As you can see, the first few layers consist of a convolution and max pooling sandwich, which extracts patterns of tumors, followed by two dense layers that perform the classification. This is exactly the same architecture used in TensorFlow's CNN sample code that uses the CIFAR-10 dataset. I remember it well, as it was one of the first neural networks I encountered. The CIFAR-10 dataset contains 60,000 images categorized into ten classes, including two classes for dogs and cats, as I mentioned earlier.
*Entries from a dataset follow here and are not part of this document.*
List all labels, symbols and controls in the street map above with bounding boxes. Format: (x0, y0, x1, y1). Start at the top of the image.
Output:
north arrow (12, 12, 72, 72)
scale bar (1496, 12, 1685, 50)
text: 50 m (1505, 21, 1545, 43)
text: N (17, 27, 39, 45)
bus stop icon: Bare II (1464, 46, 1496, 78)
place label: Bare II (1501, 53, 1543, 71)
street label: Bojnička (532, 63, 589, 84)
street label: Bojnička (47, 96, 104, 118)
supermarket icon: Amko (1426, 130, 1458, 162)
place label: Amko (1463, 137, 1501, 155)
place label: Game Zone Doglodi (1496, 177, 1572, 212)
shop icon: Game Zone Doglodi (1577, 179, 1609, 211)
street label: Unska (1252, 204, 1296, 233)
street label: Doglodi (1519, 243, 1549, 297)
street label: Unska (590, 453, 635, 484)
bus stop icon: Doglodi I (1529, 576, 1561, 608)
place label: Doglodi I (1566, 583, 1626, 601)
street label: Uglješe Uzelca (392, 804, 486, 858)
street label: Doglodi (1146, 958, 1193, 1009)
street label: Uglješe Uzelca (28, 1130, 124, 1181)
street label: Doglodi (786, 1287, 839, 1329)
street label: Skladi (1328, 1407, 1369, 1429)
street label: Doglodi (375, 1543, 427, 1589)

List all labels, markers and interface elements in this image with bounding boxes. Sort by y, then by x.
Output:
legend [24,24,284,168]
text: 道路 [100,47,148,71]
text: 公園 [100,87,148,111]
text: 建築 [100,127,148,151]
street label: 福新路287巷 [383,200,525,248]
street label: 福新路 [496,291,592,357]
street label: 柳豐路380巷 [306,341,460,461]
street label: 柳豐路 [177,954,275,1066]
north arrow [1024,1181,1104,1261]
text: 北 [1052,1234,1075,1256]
The architecture of the network looks like this:

Model: “sequential”
_________________________________________________________________
Layer (type) Output Shape Param # 
=================================================================
conv2d (Conv2D) (None, 30, 30, 32) 896 
_________________________________________________________________
max_pooling2d (MaxPooling2D) (None, 15, 15, 32) 0 
_________________________________________________________________
conv2d_1 (Conv2D) (None, 13, 13, 64) 18496 
_________________________________________________________________
max_pooling2d_1 (MaxPooling2 (None, 6, 6, 64) 0 
_________________________________________________________________
conv2d_2 (Conv2D) (None, 4, 4, 64) 36928 
_________________________________________________________________
flatten (Flatten) (None, 1024) 0 
_________________________________________________________________
dense (Dense) (None, 64) 65600 
_________________________________________________________________
dense_1 (Dense) (None, 10) 650 
=================================================================
Total params: 122,570
Trainable params: 122,570
Non-trainable params: 0
_________________________________________________________________

It's clear that we are dealing with the same architecture, just with slightly different parameters, so recognizing brain tumors in MRI images is indeed not much more difficult than identifying cats or dogs in pictures. Furthermore,the mentioned Kaggle notebook is capable of classifying tumors with 99% effectiveness!

I just want to point out how simple it can be to extract and process medical data in certain cases and how problems that seem complex, like detecting brain tumors, can often be quite effectively addressed with simple, traditional solutions.

Therefore, I would encourage everyone not to shy away from medical data. As you can see, we are dealing with relatively simple formats, and using relatively simple, well-established technologies (convolutional networks, vision transformers, etc.), a significant impact can be achieved here. If you join an open-source healthcare project in your spare time just as a hobby and can make even a slight improvement to the neural network used, you could potentially save lives!